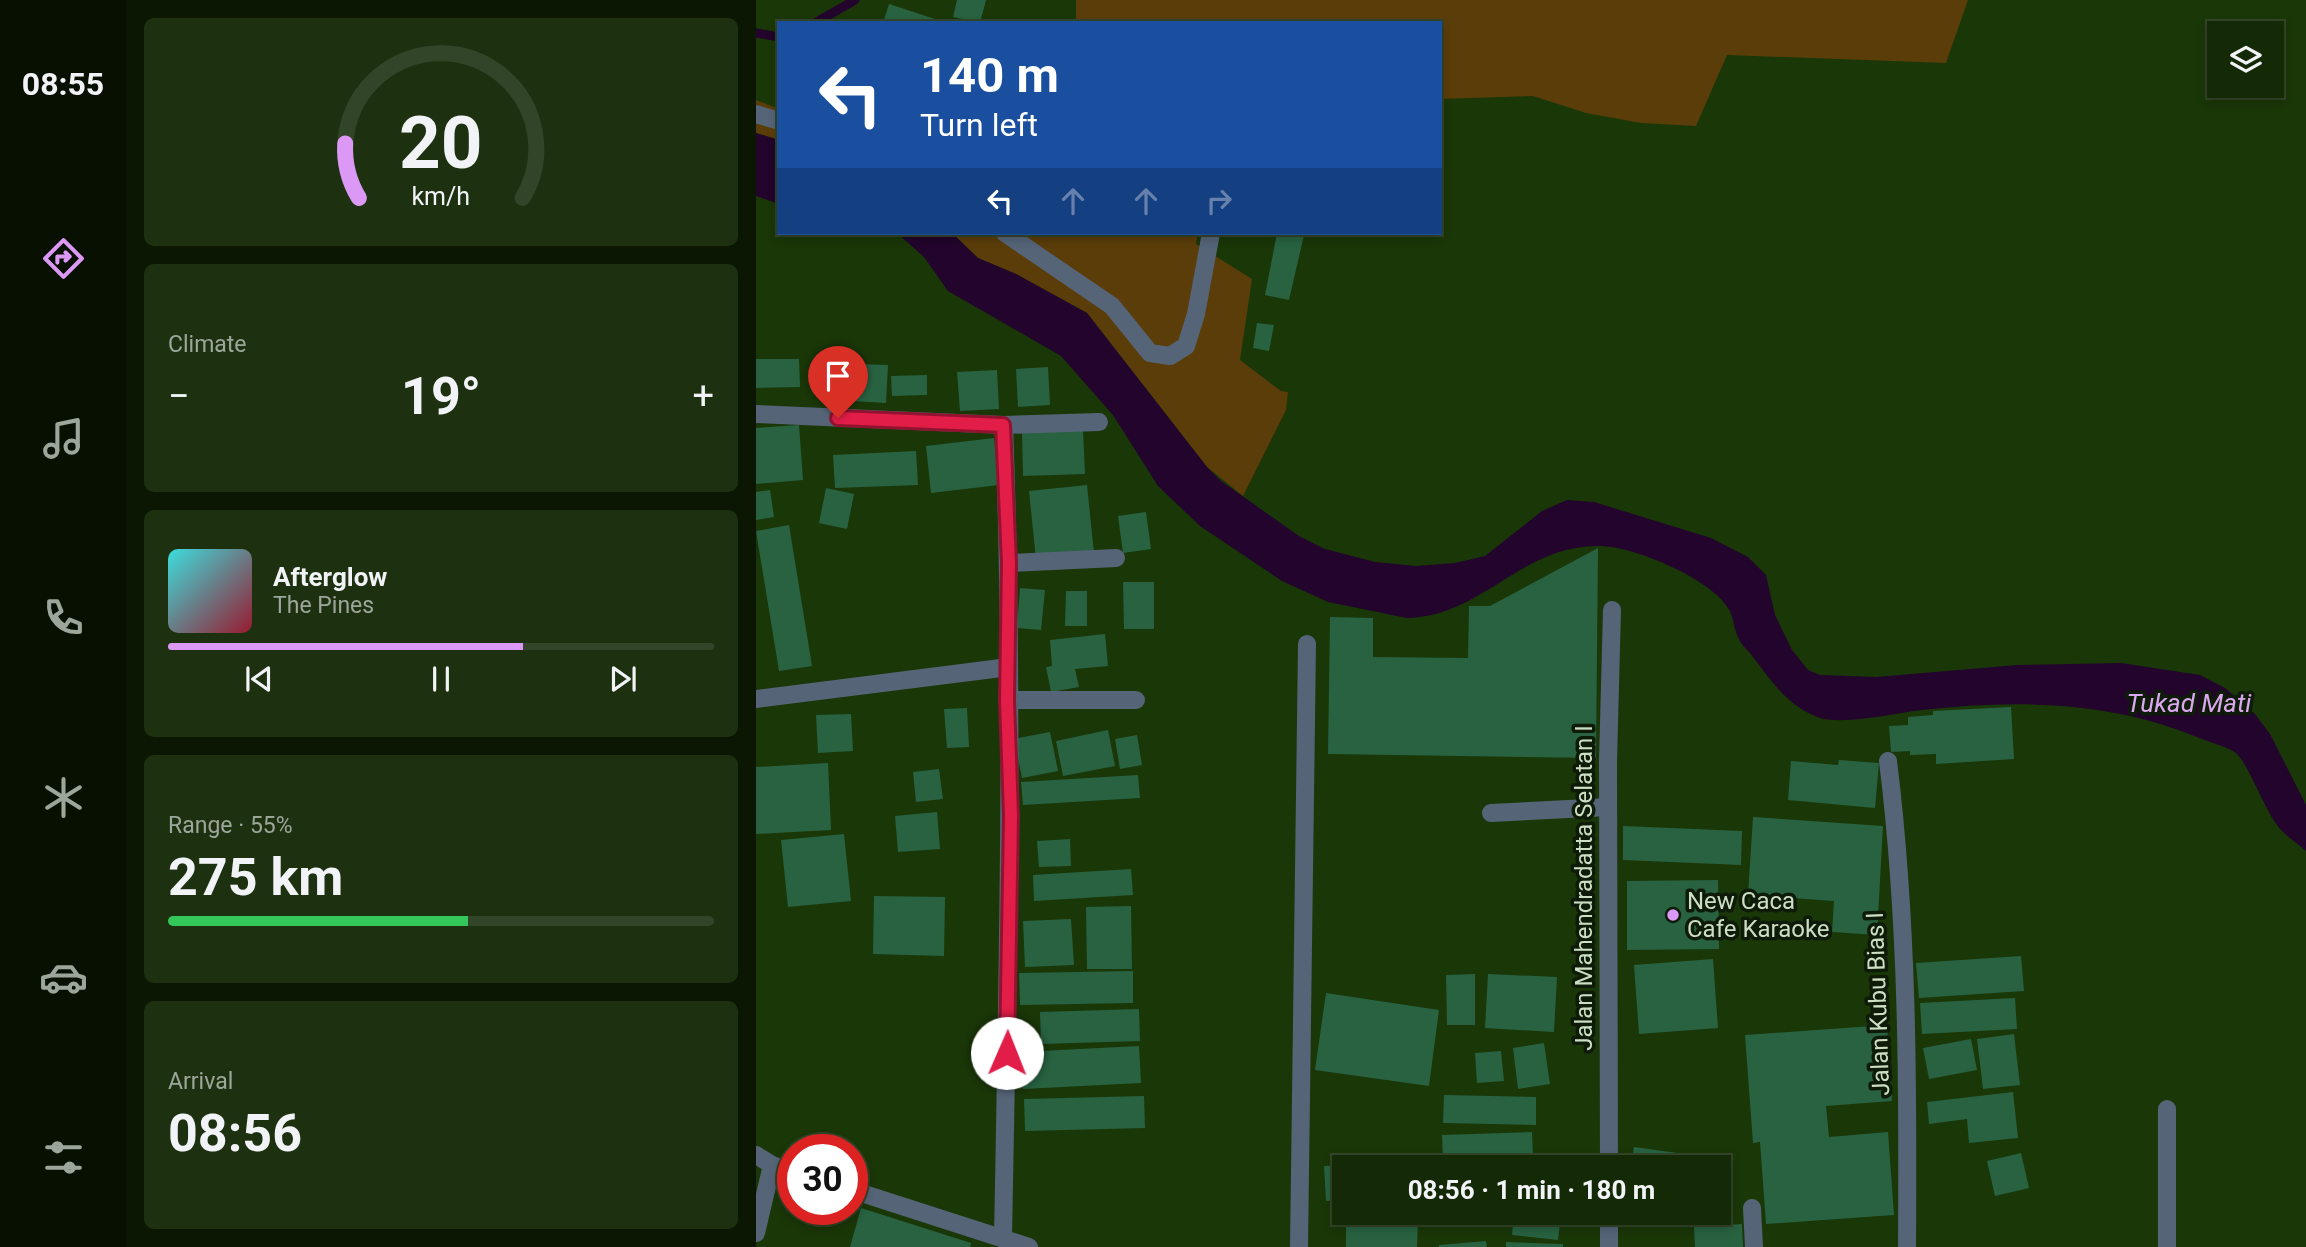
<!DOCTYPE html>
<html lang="en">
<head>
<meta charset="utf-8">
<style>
	body { margin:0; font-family:Roboto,sans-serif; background:#1d3110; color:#f1f3f6; height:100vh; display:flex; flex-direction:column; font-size:26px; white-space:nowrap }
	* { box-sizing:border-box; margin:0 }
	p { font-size:23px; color:#9da69b }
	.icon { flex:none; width:38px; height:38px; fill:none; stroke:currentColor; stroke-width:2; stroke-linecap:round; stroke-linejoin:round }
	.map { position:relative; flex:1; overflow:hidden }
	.side { display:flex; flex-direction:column; gap:18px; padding:18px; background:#0b1703; width:630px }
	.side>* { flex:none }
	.hud { position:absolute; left:21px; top:21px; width:665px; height:214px; border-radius:0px; box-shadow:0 4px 10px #0003,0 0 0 2px #334528; background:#1a4fa0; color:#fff; overflow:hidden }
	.controls { position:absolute; left:1451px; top:21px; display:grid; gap:14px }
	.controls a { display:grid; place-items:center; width:77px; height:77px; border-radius:0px; background:#142906; box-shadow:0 4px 10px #0003,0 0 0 2px #334528; font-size:35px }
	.speed { position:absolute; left:21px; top:1134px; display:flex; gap:14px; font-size:35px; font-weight:700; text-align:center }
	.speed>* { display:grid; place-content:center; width:91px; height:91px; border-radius:50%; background:#142906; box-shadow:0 4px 10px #0003,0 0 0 2px #334528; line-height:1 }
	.speed .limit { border:10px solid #d22; background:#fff; color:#111 }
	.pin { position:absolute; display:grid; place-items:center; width:60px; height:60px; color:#fff; margin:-72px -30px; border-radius:50% 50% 50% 0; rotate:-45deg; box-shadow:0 0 7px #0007 }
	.pin .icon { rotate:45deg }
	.me { position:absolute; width:77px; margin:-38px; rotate:1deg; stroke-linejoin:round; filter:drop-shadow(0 0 5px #0008) }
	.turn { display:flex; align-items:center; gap:24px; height:147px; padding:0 28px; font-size:32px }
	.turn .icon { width:91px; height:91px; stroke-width:2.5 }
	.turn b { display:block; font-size:49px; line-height:60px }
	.lanes { display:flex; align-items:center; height:66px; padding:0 28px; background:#0003; justify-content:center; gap:35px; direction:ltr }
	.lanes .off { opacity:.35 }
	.big { font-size:52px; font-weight:700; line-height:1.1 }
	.side .widget { flex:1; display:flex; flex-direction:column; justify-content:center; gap:10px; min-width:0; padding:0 24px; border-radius:10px; background:#1d3110 }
	.side .dial { align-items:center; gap:0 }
	.dial svg { height:182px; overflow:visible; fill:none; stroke:#334528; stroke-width:7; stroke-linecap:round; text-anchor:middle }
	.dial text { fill:#f1f3f6; stroke:none }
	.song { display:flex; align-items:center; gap:21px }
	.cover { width:84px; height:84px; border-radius:10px; background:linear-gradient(135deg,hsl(180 70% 55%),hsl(350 70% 35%)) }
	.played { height:7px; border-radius:4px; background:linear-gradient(90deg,#db99f5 65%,#334528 65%) }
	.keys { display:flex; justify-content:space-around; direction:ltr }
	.heat { display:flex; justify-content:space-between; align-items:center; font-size:38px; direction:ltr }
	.charge { height:10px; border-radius:5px; background:linear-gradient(90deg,#34c759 55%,#334528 0) }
	.trip { position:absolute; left:576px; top:1155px; width:399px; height:70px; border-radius:0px; background:#142906; box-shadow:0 4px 10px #0003,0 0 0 2px #334528; font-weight:700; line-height:70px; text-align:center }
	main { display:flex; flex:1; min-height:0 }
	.tabs { display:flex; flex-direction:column; width:126px; justify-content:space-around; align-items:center; background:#081002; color:#9da69b }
	.tabs .icon { width:49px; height:49px }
	.tabs .on { color:#db99f5 }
	.tabs b { font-size:32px; color:#f1f3f6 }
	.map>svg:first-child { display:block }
</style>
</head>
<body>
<main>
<nav class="tabs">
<b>08:55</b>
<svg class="icon on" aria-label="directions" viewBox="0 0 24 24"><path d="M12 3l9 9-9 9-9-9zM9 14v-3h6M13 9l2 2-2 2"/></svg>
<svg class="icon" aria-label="music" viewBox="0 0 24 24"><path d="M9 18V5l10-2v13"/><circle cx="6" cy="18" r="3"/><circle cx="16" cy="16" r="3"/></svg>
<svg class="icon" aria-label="phone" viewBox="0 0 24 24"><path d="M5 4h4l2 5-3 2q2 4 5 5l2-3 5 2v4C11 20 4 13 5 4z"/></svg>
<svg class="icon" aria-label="climate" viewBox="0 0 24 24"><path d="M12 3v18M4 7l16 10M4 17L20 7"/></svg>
<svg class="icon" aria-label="car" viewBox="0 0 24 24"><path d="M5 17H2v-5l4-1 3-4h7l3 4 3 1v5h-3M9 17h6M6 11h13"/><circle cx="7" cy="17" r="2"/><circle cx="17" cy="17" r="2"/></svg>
<svg class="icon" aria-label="filters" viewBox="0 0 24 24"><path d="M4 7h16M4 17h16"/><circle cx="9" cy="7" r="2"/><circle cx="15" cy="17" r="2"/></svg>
</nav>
<section class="side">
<div class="widget dial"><svg viewBox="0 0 100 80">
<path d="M14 69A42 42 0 1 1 86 69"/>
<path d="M14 69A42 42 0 0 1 8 45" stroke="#db99f5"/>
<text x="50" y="56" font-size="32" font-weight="700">20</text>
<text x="50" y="72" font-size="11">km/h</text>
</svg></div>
<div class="widget"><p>Climate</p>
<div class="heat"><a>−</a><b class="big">19°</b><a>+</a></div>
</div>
<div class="widget">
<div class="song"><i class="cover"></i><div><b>Afterglow</b><p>The Pines</p></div></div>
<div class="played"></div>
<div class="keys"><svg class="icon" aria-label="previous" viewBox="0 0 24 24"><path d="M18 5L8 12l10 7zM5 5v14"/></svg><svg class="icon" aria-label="pause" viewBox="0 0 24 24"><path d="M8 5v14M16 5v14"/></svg><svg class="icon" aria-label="next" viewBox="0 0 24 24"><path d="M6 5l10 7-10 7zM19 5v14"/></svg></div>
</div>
<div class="widget"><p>Range · 55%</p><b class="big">275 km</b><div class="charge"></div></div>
<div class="widget"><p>Arrival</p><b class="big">08:56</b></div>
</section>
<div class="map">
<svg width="1550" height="1247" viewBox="0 0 1550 1247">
	<rect width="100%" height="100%" fill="#1a3708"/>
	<g fill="#5a3d09">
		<polygon points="320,0 1212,0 1190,63 971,55 940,126 885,123 830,113 777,96 684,99 684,23 320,23"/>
		<polygon points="0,100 23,109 23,140 0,133"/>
		<polygon points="196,233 442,233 440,244 496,279 484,360 525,391 532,392 530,410 487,496 451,467 331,313 260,274 222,258"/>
	</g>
	<g fill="#22042c">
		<polygon points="0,133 23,140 23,204 0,196"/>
		<path d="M141,233H196L222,258L260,274L331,313L451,467L465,481L543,536L569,549L619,562L660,566L699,563L729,556L786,511L811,500L838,502L955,538L992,557L1010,575L1019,615L1036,650L1052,670L1064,675L1120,677L1261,665L1365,663L1444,675L1469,688L1498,713L1514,734L1550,805V851C1540,842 1526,834 1519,822C1508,807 1492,764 1480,753C1472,747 1455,743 1446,739C1357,701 1261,699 1166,710C1140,713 1085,726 1061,717C1030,704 1016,682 997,657C993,651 987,647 984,641C978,631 978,620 974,611C957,579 879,547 845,546C765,544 728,616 651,618L572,602L526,581L444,526L402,486L357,415L305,356L192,291L168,257Z"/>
	</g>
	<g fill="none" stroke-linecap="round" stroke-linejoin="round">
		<g stroke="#22042c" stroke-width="9">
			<polyline points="59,23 99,0"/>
			<polyline points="0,33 23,37"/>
		</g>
	</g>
	<g fill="#286241">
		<polygon points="201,0 230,0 224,23 197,17"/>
		<polygon points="133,4 188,22 188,23 127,23"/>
		<polygon points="521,233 548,235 533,300 509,295"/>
		<polygon points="501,323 518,325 513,351 497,348"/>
		<polygon points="0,359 43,359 44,387 0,388"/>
		<polygon points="98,364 132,365 130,403 96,401"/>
		<polygon points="292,367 294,405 262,407 260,369"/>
		<polygon points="241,370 243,409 204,411 201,372"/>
		<polygon points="171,375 171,395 136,396 135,376"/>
		<polygon points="43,425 47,480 0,484 0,428"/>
		<polygon points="327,430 329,474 267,476 266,431"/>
		<polygon points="238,438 243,485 175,493 170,446"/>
		<polygon points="160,451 162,485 79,488 77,455"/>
		<polygon points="331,485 338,553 280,559 273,491"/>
		<polygon points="70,488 98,494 91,529 63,523"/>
		<polygon points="14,490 18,517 0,520 0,492"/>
		<polygon points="390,512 395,549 367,553 362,516"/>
		<polygon points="33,525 56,666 23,671 0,531"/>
		<polygon points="842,548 840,758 572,754 574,617 617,618 617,657 712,658 713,606 734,606"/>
		<polygon points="367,582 398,582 398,629 368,629"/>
		<polygon points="264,588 289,590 285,630 261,628"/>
		<polygon points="310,591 331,591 331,626 309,626"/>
		<polygon points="349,634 352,666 319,669 323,687 295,692 290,667 296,666 294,640"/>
		<polygon points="1255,707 1258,759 1180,764 1180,754 1154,755 1154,751 1135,752 1133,726 1152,725 1152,717 1177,715 1177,711"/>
		<polygon points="211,708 213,747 191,748 188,709"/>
		<polygon points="95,714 97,751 62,753 60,715"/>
		<polygon points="352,730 359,766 307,776 300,741"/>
		<polygon points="294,732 302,771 266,778 258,739"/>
		<polygon points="381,735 386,765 364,769 359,739"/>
		<polygon points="1083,760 1123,763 1119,808 1032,800 1035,761 1082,765"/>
		<polygon points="72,763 75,830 0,834 0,767"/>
		<polygon points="183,769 187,799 160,802 157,772"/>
		<polygon points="382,775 384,798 267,805 265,782"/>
		<polygon points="181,812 184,849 142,852 139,816"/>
		<polygon points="997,817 1127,826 1121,935 1076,932 1078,901 992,895"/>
		<polygon points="867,826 986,831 985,865 867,860"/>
		<polygon points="88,834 95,901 32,907 25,840"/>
		<polygon points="314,839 315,866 283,867 281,841"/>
		<polygon points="375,869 377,895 278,901 277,875"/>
		<polygon points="962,880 963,949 871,950 871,881"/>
		<polygon points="118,896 189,897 188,956 117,954"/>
		<polygon points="375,906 376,969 331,969 330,907"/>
		<polygon points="315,919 318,965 269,967 267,921"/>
		<polygon points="1265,956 1268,991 1163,998 1160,963"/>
		<polygon points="957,959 962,1028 883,1034 878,965"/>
		<polygon points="377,971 377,1003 264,1005 263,973"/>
		<polygon points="719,974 719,1025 691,1025 690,975"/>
		<polygon points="732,974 801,977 798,1032 729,1028"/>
		<polygon points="570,993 683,1010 673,1086 559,1070"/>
		<polygon points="1259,998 1261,1029 1166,1034 1164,1003"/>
		<polygon points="383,1009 384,1041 285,1044 284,1012"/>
		<polygon points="1131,1025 1136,1101 1070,1106 1073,1137 1132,1132 1138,1215 1010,1224 1004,1142 997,1143 989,1035"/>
		<polygon points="1258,1034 1264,1085 1227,1089 1221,1039"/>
		<polygon points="1215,1039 1221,1070 1173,1079 1167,1048"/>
		<polygon points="788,1043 794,1084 762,1089 757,1048"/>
		<polygon points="383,1046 385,1083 267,1089 265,1052"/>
		<polygon points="745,1051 748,1081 721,1083 719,1053"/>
		<polygon points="1257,1092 1262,1138 1213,1143 1211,1119 1173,1124 1171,1102"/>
		<polygon points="688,1095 780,1097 780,1125 687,1123"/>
		<polygon points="388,1096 389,1128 269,1131 268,1099"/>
		<polygon points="776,1132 777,1157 687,1160 686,1135"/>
		<polygon points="878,1147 972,1160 966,1201 962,1201 962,1167 875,1167"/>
		<polygon points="1265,1153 1273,1188 1239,1196 1231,1161"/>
		<polygon points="645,1163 645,1167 598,1167 598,1165"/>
		<polygon points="588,1165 588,1200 570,1201 568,1166"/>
		<polygon points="105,1208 215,1243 214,1247 94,1247"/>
		<polygon points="590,1213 662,1213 661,1247 590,1247"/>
		<polygon points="758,1213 805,1213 802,1240 756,1235"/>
		<polygon points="875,1213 920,1213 919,1220 875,1217"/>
		<polygon points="986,1224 987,1247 939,1247 938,1227"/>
		<polygon points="730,1241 731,1247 683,1247 683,1245"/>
		<polygon points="750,1242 807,1244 807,1247 750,1247"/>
	</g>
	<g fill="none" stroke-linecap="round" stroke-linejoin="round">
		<g stroke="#566478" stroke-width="18">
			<polyline points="0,114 23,121"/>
			<polyline points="249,233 356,306 394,353 414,356 430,346 440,314 455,233"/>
			<polyline points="0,414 248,425 343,422"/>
			<polyline points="253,563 360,558"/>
			<polyline points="0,699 253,667"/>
			<polyline points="251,700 380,700"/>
			<path d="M1132,761C1152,922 1152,1086 1151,1247"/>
			<polyline points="735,813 852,807"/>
			<polyline points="1411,1109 1411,1247"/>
			<polyline points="0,1155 16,1165 37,1172"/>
			<polyline points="853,1167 852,761 856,610"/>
			<polyline points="96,1190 273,1247"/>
			<polyline points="996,1208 998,1247"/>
			<polyline points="853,1213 853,1247"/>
			<polyline points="0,1233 16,1165"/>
			<path d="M247,1238C252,967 258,696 248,425"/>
			<polyline points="543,1247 551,644"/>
		</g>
	</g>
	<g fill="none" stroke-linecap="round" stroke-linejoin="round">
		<defs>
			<polyline id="route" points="82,418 247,425 253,563 251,700 255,816 251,1053"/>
		</defs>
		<use href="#route" stroke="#92132f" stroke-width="18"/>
		<use href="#route" stroke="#e11d48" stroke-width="12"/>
	</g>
	<circle fill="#db99f5" stroke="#0e1b08" stroke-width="2.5" cx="917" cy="915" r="7"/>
	<g text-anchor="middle" stroke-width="7" stroke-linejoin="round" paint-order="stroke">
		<g font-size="24" fill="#ccdec4" stroke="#0e1b08">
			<text transform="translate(828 888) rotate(-90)" y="8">Jalan Mahendradatta Selatan I</text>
			<text transform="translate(1122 1004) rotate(-92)" y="8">Jalan Kubu Bias I</text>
		</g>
		<g font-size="24" fill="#ccdec4" stroke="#0e1b08" text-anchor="start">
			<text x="931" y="909">New Caca<tspan x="931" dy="28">Cafe Karaoke</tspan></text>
		</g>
		<g font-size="26" font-style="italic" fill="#dba8ef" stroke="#0e1b08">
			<text x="1433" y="712">Tukad Mati</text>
		</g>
	</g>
</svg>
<div class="controls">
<a><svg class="icon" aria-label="layers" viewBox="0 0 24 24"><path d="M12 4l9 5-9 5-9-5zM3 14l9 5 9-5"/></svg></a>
</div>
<div class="speed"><div class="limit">30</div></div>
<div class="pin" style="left:82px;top:418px;background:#d93025"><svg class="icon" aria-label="arrive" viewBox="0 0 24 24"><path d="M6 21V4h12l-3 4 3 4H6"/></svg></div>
<svg class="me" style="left:251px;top:1053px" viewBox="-20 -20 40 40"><circle r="19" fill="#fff"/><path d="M0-13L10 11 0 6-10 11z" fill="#e11d48"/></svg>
<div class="trip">08:56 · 1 min · 180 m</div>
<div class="hud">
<div class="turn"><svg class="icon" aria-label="left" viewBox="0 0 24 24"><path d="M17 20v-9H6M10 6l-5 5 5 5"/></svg><div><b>140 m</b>Turn left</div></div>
<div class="lanes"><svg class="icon" aria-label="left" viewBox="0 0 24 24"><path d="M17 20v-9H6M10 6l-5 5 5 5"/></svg><svg class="icon off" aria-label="ahead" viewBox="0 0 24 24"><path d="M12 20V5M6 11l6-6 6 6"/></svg><svg class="icon off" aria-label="ahead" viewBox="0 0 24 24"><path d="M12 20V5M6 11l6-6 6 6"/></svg><svg class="icon off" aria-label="right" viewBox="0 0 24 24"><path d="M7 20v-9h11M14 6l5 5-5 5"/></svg></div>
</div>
</div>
</main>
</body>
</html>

## Problem requirements
List all lines from the entries that include the word "speed".

## Your response
	.speed { position:absolute; left:21px; top:1134px; display:flex; gap:14px; font-size:35px; font-weight:700; text-align:center }
	.speed>* { display:grid; place-content:center; width:91px; height:91px; border-radius:50%; background:#142906; box-shadow:0 4px 10px #0003,0 0 0 2px #334528; line-height:1 }
	.speed .limit { border:10px solid #d22; background:#fff; color:#111 }
<div class="speed"><div class="limit">30</div></div>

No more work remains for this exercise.